Warnings and Precautions

• Cross-sensitivity: Possible with other H₂ antagonists
• GI malignancy: Symptoms may mask gastric malignancy
• Renal impairment: Increased risk of CNS adverse effects; dose adjustment required
• QT prolongation: Reported with intravenous administration in critically ill patients
• Vitamin B12 deficiency: Long-term use may reduce vitamin B12 absorption
• Bone fractures: Some observational studies suggest increased risk with long-term, high-dose use
• Pregnancy: Category B - Use only if clearly needed
• Lactation: Excreted in breast milk; use with caution

Drug Interactions

• Atazanavir: Reduced absorption and decreased efficacy (avoid combination)
• Rilpivirine: Decreased absorption and antiviral efficacy (contraindicated)
• Ketoconazole/Itraconazole: Reduced absorption of these antifungals
• Warfarin: Potential increased anticoagulant effect (monitor INR)
• Sucralfate: Reduced famotidine absorption (administer 2 hours apart)

Adverse Effects

• Headache (4.7%)
• Dizziness (1.3%)
• Constipation (1.2%)
• Diarrhea (1.7%)

• Fatigue
• Dry mouth
• Rash
• Elevated liver enzymes

• Thrombocytopenia
• Agranulocytosis
• Hepatitis
• Pancreatitis
• Bradycardia
• AV block
• CNS effects (confusion, hallucinations, especially in elderly or renal impairment)
• Anaphylaxis

Monitoring Parameters

• Efficacy: Symptom improvement, ulcer healing (endoscopy if indicated)
• Safety: Renal function (serum creatinine), CBC with prolonged therapy
• Adverse effects: Mental status changes (especially in elderly), cardiac monitoring with IV use in critically ill patients
• Long-term use: Vitamin B12 levels, bone density assessment consideration

Patient Education

• Take as directed; do not exceed recommended dosage
• OTC formulations should not be used for more than 14 days without medical consultation
• Report any severe or persistent side effects, especially confusion or irregular heartbeat
• Inform healthcare providers of all medications being taken
• Avoid alcohol and smoking, which can worsen acid-related conditions
• Tablets may be crushed and mixed with water if swallowing difficulty occurs
• Store at room temperature away from moisture

References

1. Pepcid [package insert]. Whitehouse Station, NJ: Merck & Co.; 2021. 2. Wolfe MM, Sachs G. Acid suppression: optimizing therapy for gastroduodenal ulcer healing, gastroesophageal reflux disease, and stress-related erosive syndrome.
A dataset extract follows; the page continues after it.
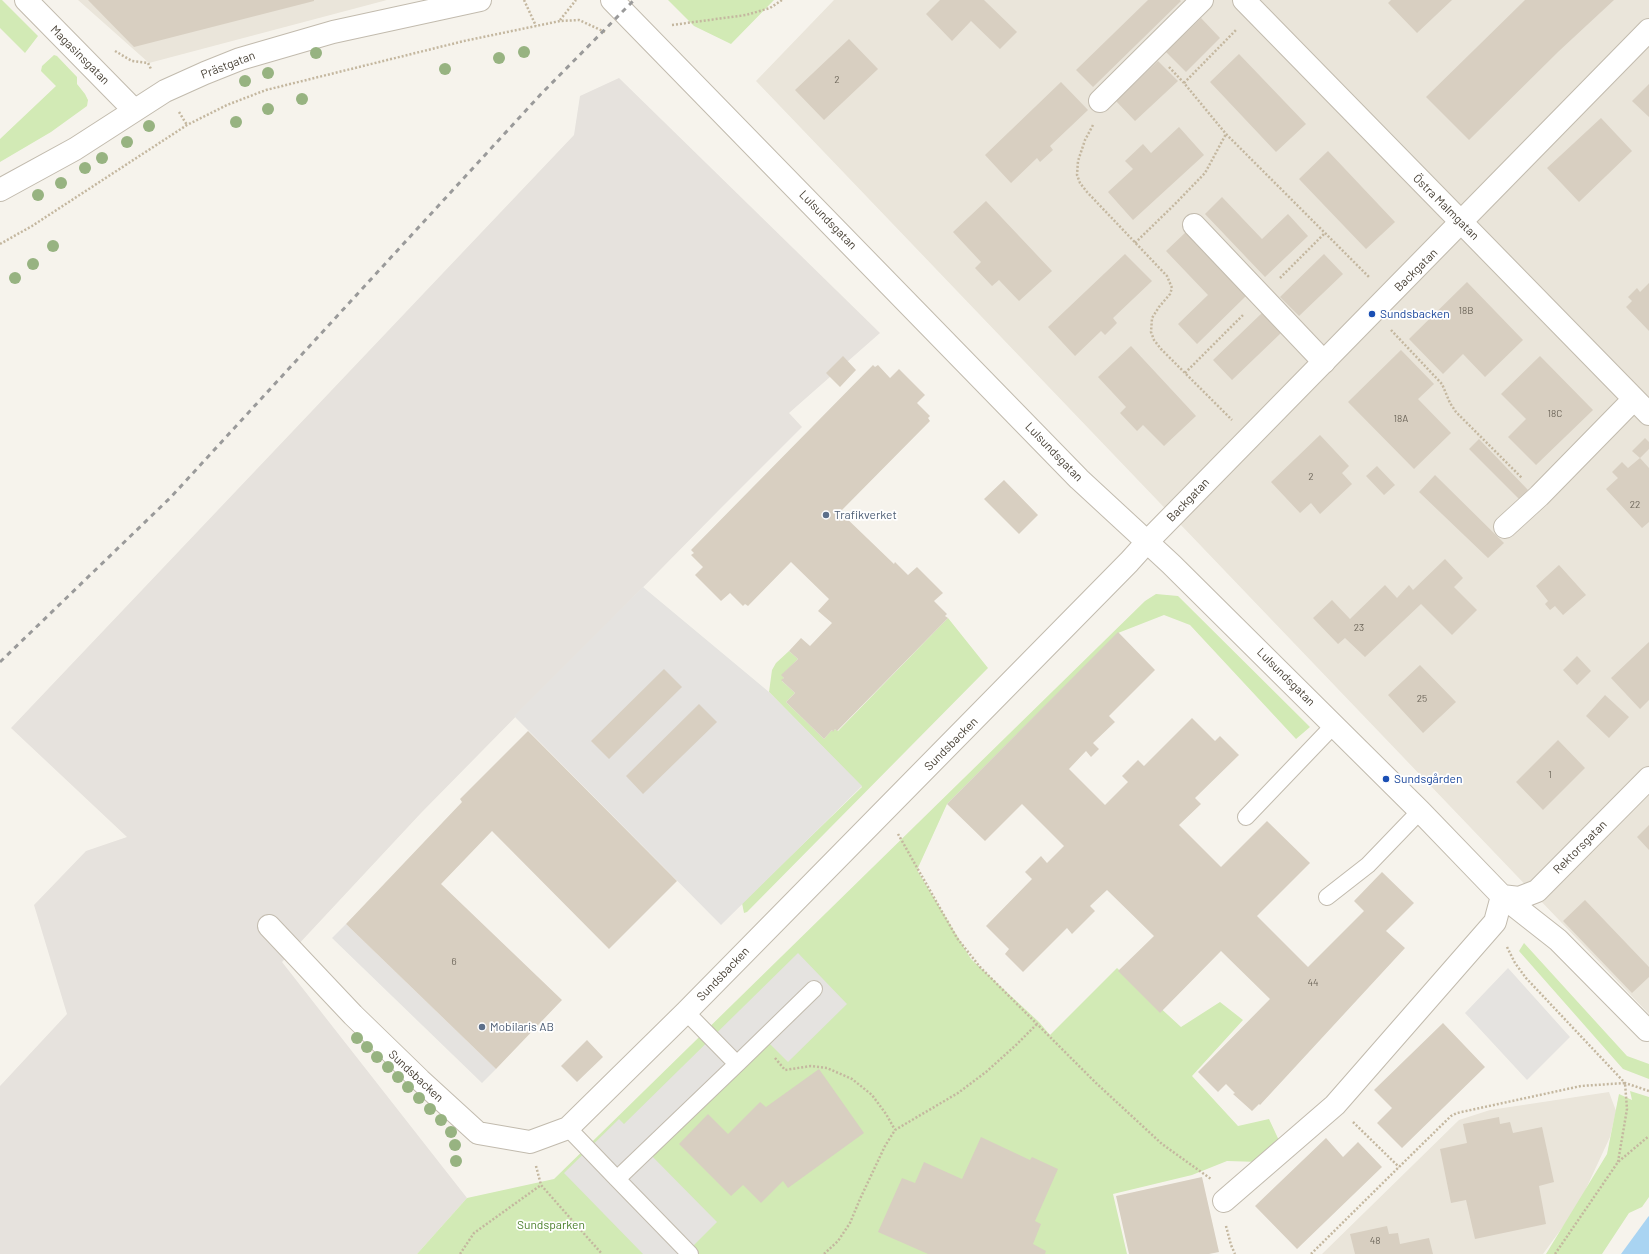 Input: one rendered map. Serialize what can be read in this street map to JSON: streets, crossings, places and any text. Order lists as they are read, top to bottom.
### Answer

Gastroenterology. 2000;118(2 Suppl 1):S9-S31. 3. Sigterman KE, van Pinxteren B, Bonis PA, et al. Short-term treatment with proton pump inhibitors, H2-receptor antagonists and prokinetics for gastro-oesophageal reflux disease-like symptoms and endoscopy negative reflux disease. Cochrane Database Syst Rev. 2013;(5):CD002095. 4. Shin JM, Sachs G. Pharmacology of proton pump inhibitors. Curr Gastroenterol Rep. 2008;10(6):528-534. 5. McQuaid KR, Laine L. A systematic review and meta-analysis of randomized, controlled trials of moderate sedation for routine endoscopic procedures. Gastrointest Endosc. 2008;67(6):910-923. 6. FDA Drug Safety Communication: Possible increased risk of fractures of the hip, wrist, and spine with the use of proton pump inhibitors. U.S. Food and Drug Administration; 2010. 7. Lam JR, Schneider JL, Zhao W, Corley DA. Proton pump inhibitor and histamine-2 receptor antagonist use and vitamin B12 deficiency. JAMA. 2013;310(22):2435-2442.